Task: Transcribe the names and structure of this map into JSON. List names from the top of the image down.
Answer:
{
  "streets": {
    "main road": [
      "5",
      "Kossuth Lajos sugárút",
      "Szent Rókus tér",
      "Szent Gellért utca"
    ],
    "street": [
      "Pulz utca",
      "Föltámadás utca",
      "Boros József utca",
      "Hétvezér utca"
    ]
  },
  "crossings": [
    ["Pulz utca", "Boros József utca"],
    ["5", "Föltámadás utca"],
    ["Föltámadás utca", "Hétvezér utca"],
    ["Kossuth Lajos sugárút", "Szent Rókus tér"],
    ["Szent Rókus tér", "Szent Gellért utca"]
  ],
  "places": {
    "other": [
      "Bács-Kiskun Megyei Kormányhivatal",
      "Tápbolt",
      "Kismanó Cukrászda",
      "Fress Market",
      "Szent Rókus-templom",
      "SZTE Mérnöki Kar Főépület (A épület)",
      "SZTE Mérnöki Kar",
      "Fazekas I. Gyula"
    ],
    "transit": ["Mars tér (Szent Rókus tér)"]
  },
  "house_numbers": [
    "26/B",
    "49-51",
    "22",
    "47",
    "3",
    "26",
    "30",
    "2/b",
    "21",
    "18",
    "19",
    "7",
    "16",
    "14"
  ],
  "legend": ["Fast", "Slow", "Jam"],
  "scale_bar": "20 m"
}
◆ ◆ ◆ ◆
• **Task details**
Your task is to print the whole listing again exactly.

• **Solution**
Task: Transcribe the names and structure of this map into JSON. List names from the top of the image down.
Answer:
{
  "streets": {
    "main road": [
      "5",
      "Kossuth Lajos sugárút",
      "Szent Rókus tér",
      "Szent Gellért utca"
    ],
    "street": [
      "Pulz utca",
      "Föltámadás utca",
      "Boros József utca",
      "Hétvezér utca"
    ]
  },
  "crossings": [
    ["Pulz utca", "Boros József utca"],
    ["5", "Föltámadás utca"],
    ["Föltámadás utca", "Hétvezér utca"],
    ["Kossuth Lajos sugárút", "Szent Rókus tér"],
    ["Szent Rókus tér", "Szent Gellért utca"]
  ],
  "places": {
    "other": [
      "Bács-Kiskun Megyei Kormányhivatal",
      "Tápbolt",
      "Kismanó Cukrászda",
      "Fress Market",
      "Szent Rókus-templom",
      "SZTE Mérnöki Kar Főépület (A épület)",
      "SZTE Mérnöki Kar",
      "Fazekas I. Gyula"
    ],
    "transit": ["Mars tér (Szent Rókus tér)"]
  },
  "house_numbers": [
    "26/B",
    "49-51",
    "22",
    "47",
    "3",
    "26",
    "30",
    "2/b",
    "21",
    "18",
    "19",
    "7",
    "16",
    "14"
  ],
  "legend": ["Fast", "Slow", "Jam"],
  "scale_bar": "20 m"
}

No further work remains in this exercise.